How to deal with Java High concurrency 07/06 Update SLTechnology News&Howtos

How to deal with Java High concurrency

2025-07-06 Update From: SLTechnology News&Howtos shulou NAV: SLTechnology News&Howtos > Development >

Shulou(Shulou.com)06/03 Report--

This article focuses on "how to deal with Java high concurrency", interested friends may wish to take a look. The method introduced in this paper is simple, fast and practical. Let's let the editor take you to learn how to deal with Java high concurrency.

Catalogue

Ten core technologies that must be mastered in high-performance development

Ipaw O Optimization: zero copy Technology

Ipaw O Optimization: multiplexing Technology

Thread pool technology

Lock-free programming technology

Interprocess communication technology

Scale-out (horizontal expansion)

Caching

Async

High performance, high availability, high expansion solution

High-performance practical solution

Highly available practical solutions

A highly scalable practical solution

Summary

Ten core technologies that must be mastered in high-performance development

Step by step, we step by step from memory, disk I _ peg O, network I _ max O, CPU, cache, architecture, algorithm and other multi-level progress, and connect the ten core technologies that must be mastered in high performance development.

-Icano optimization: zero-copy technology-iMaguo optimization: multiplexing technology-thread pool technology-lock-free programming technology-interprocess communication technology-RPC & & serialization technology-database indexing technology-caching technology & & Bloom filter-full-text search technology-load balancing technology Icando O optimization: zero copy technology

Read the file from the disk, and then send the data through the network, and the data from the disk to the network need to be copied four times, of which the CPU needs to be transported twice.

Recently, I was studying the underlying design of nginx, and I happened to see this. You can add this to the nginx series later.

Zero-copy technology liberates CPU and sends file data directly from the kernel without having to copy it to the application buffer, which is a waste of resources.

Linux API:

Ssize_t sendfile (int out_fd, int in_fd, off_t * offset, size_t count)

The function name has clearly explained the function of the function: send a file. Specify the file descriptor and network socket descriptor to be sent, and a function is done!

Ipaw O Optimization: multiplexing Technology

Each thread has to block in the recv waiting for the other party's request, which has more visitors, more threads open, a large number of threads are blocking, and the speed of the system slows down.

At this point, you need multiplexing technology, use the select model, put all waits (accept, recv) in the main thread, the worker thread does not have to wait.

After a while, more and more people visit the site, even select is starting to be a little overwhelmed, and the boss continues to ask you to optimize your performance.

At this point, you need to upgrade the multiplexing model to epoll.

Select has three disadvantages and epoll has three advantages.

At the bottom of select, arrays are used to manage socket descriptors, and the number of socket descriptors managed at the same time is limited to several thousand.

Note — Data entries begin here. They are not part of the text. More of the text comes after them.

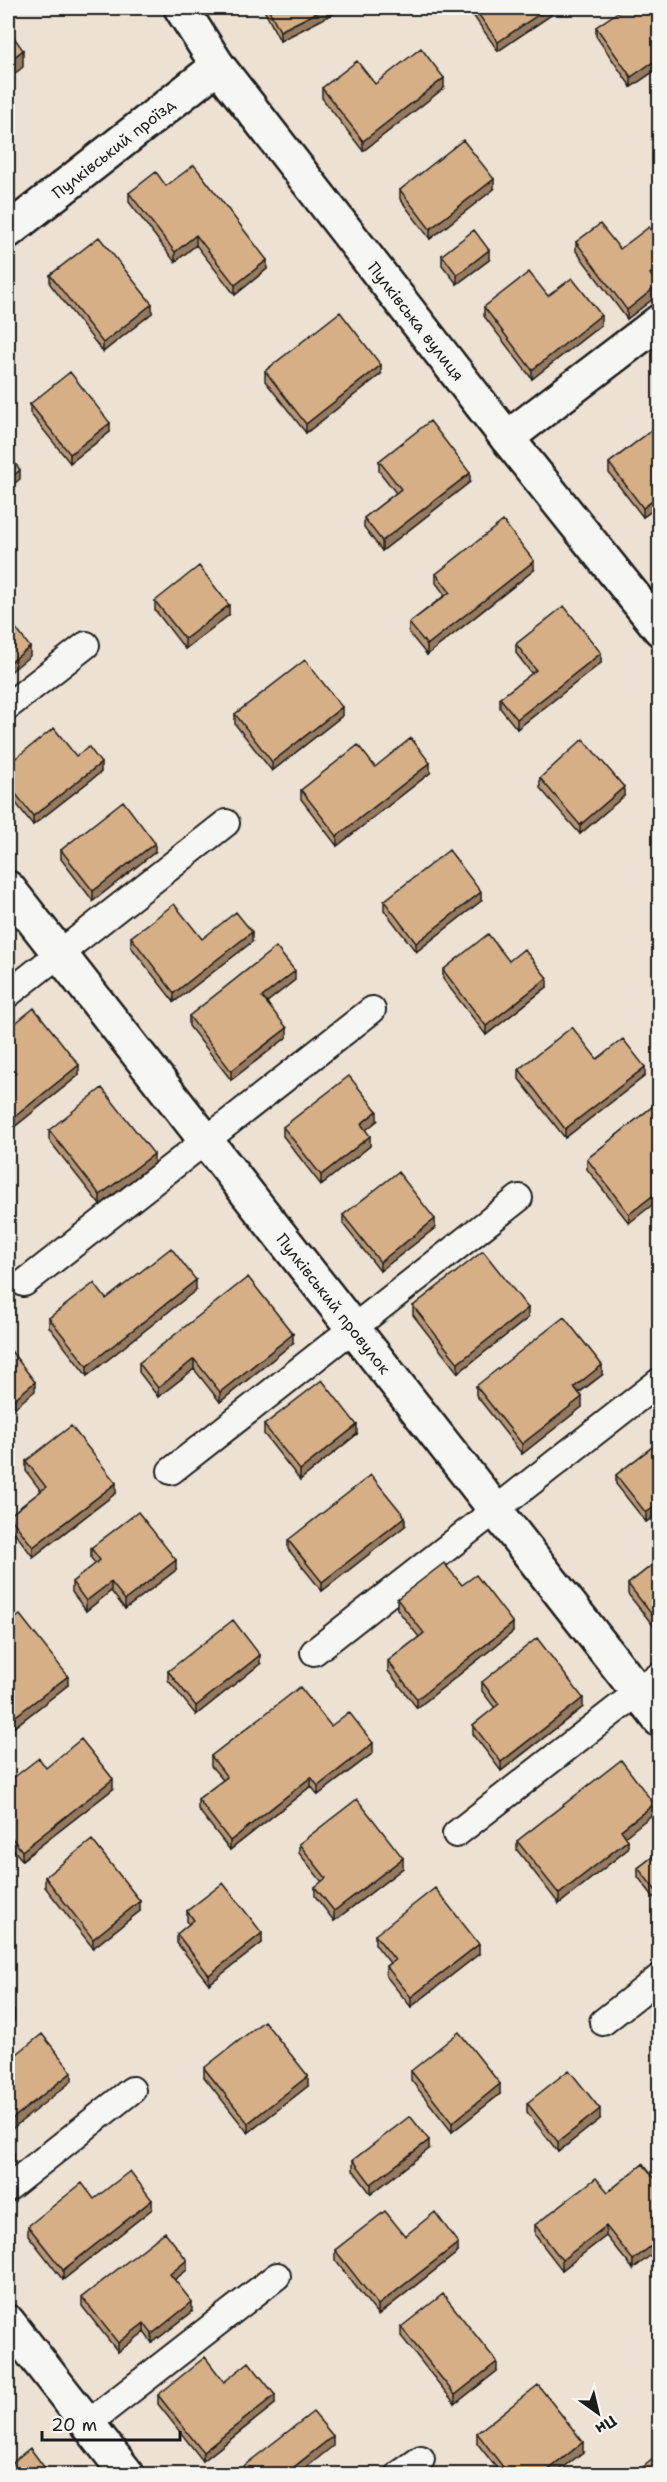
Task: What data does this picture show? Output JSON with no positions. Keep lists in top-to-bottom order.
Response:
{
  "streets": {
    "street": ["Пулківський проїзд", "Пулківська вулиця", "Пулківський провулок"]
  },
  "crossings": [
    ["Пулківський проїзд", "Пулківська вулиця"]
  ],
  "scale_bar": "20 m",
  "north": "bottom right"
}
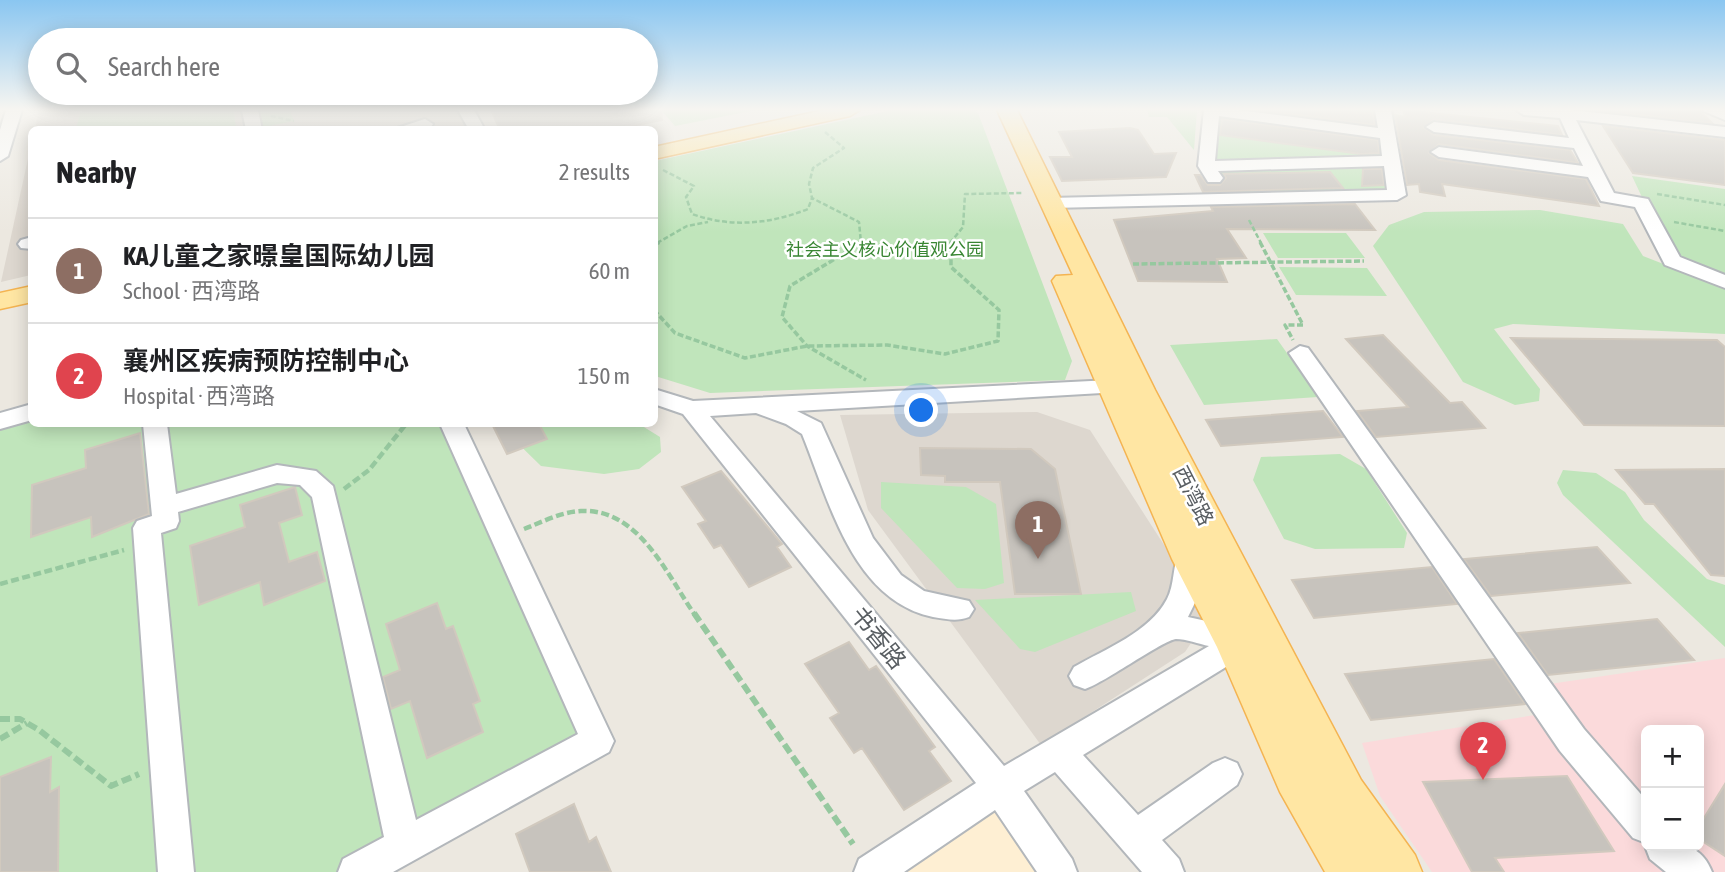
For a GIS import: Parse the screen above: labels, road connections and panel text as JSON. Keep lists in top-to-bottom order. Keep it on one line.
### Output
{"streets":{"main road":["西湾路"],"street":["书香路"]},"parks":["社会主义核心价值观公园"],"page":{"search":"Search here","heading":["Nearby","2 results"],"list":[{"mark":"1","name":"KA儿童之家暻皇国际幼儿园","note":"School · 西湾路","value":"60 m"},{"mark":"2","name":"襄州区疾病预防控制中心","note":"Hospital · 西湾路","value":"150 m"}],"pins":["1","2"],"map_buttons":["+","−"]}}
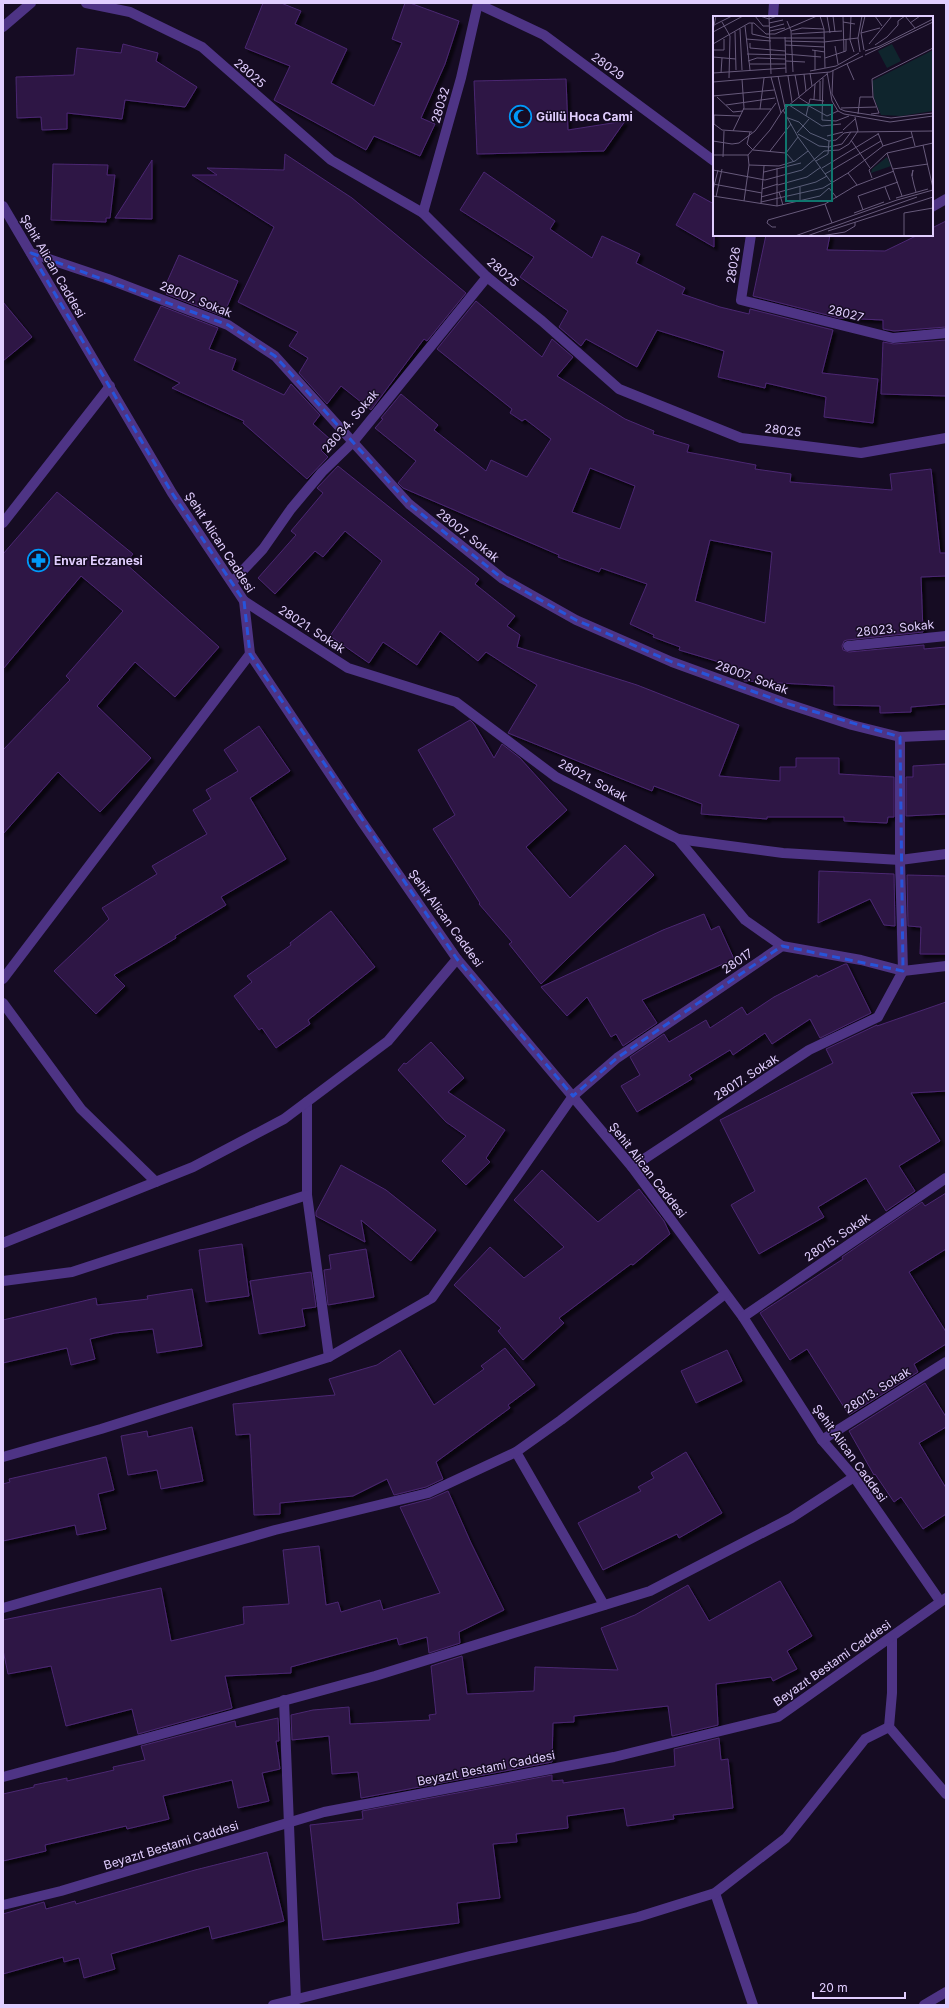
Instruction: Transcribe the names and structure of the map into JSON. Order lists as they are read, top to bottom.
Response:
{
  "streets": {
    "street": [
      "28029",
      "28025",
      "28032",
      "28026",
      "Şehit Alican Caddesi",
      "28007. Sokak",
      "28027",
      "28034. Sokak",
      "28023. Sokak",
      "28021. Sokak",
      "28017",
      "28017. Sokak",
      "28015. Sokak",
      "28013. Sokak",
      "Beyazıt Bestami Caddesi"
    ]
  },
  "crossings": [
    ["28029", "28032"],
    ["28025", "28032"],
    ["28025", "28034. Sokak"],
    ["28026", "28027"],
    ["Şehit Alican Caddesi", "28007. Sokak"],
    ["Şehit Alican Caddesi", "28034. Sokak"],
    ["Şehit Alican Caddesi", "28021. Sokak"],
    ["Şehit Alican Caddesi", "28017"],
    ["Şehit Alican Caddesi", "28017. Sokak"],
    ["Şehit Alican Caddesi", "28015. Sokak"],
    ["Şehit Alican Caddesi", "28013. Sokak"],
    ["Şehit Alican Caddesi", "Beyazıt Bestami Caddesi"],
    ["28007. Sokak", "28034. Sokak"]
  ],
  "places": {
    "mosque": ["Güllü Hoca Cami"],
    "pharmacy": ["Envar Eczanesi"]
  },
  "scale_bar": "20 m"
}
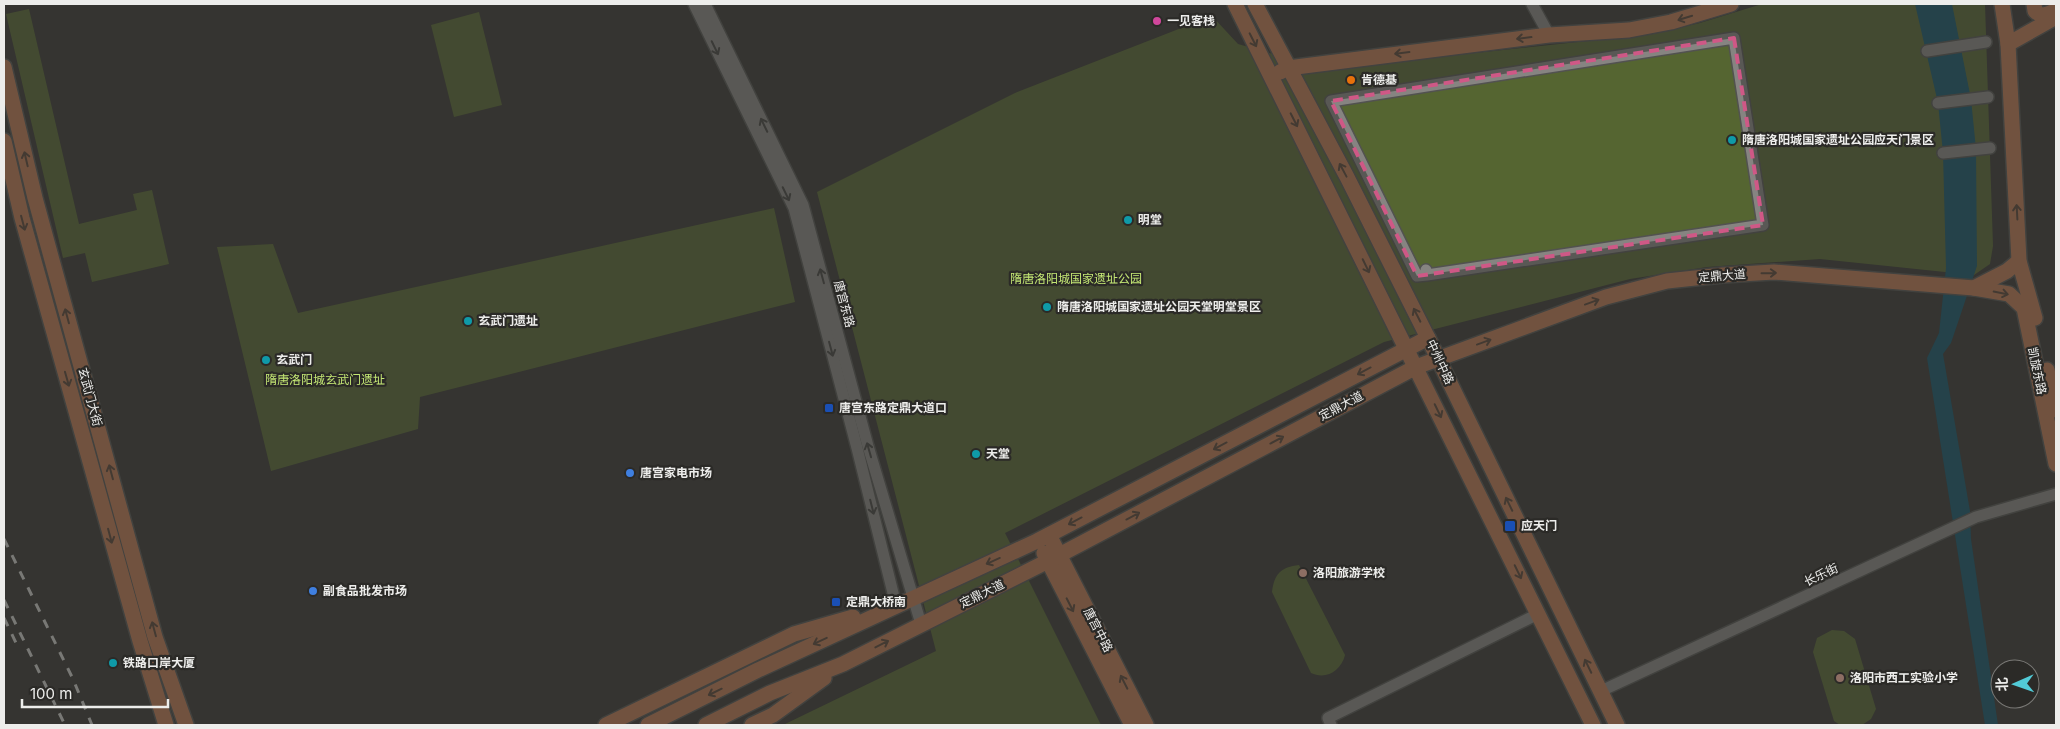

Epoll uses trees and linked lists to manage, and the number of management can be very large at the same time. Select won't tell you which socket has the message, you need to ask it one by one. Epoll directly tells you who has the news, no need to poll. Select also needs to copy the socket list back and forth between user space and kernel space when making system calls, which is a waste of calling select in a loop. Epoll uniformly manages socket descriptors in the kernel without having to copy them back and forth.

With the use of epoll multiplexing technology and version 3.0, your website can handle many user requests at the same time.

In the previous scheme, the worker thread was always created and closed after it was used. When a large number of requests came, the thread kept creating, closing, creating and closing, which was very expensive. At this point, you need to:

Thread pool technology

We can start a batch of worker threads as soon as the program starts, instead of creating them when there is a request, and use a common task queue to deliver tasks to the queue when the request comes. each worker thread uniformly takes tasks out of the queue for processing, which is thread pool technology.

The use of multithreading technology improves the concurrency ability of the server to a certain extent, but at the same time, multiple threads often need to use mutexes, signals, conditional variables and other means to synchronize multiple threads for data synchronization. These heavyweight synchronization methods often lead to multiple thread switching in user mode / kernel mode, system calls and thread switching are not small overhead.

In thread pool technology, a common task queue is mentioned, from which each worker thread needs to extract tasks for processing. Here, multiple worker threads are involved in the synchronous operation of this common queue.

Are there any lightweight solutions for multithreaded safe access to data? At this point, you need to:

Lock-free programming technology

In multithreaded concurrent programming, thread synchronization is needed when common data is encountered. The synchronization here can be divided into blocking synchronization and non-blocking synchronization.

Blocking synchronization is easy to understand. The mechanisms provided by our commonly used operating systems, such as mutexes, signals, and condition variables, all belong to blocking synchronization, and their essence is to add "locks".

The corresponding non-blocking synchronization is to achieve synchronization without locking. At present, there are three kinds of technical solutions:

Wait-freeLock-freeObstruction-free

The three kinds of technical solutions are all through certain algorithms and technical means to achieve synchronization without blocking waiting, among which Lock-free is the most widely used.

Lock-free can be widely used because the mainstream CPU provides atomic-level read-modify-write primitives, which is the famous CAS (Compare-And-Swap) operation. On the Intel x86 series processors, it is the cmpxchg series instructions.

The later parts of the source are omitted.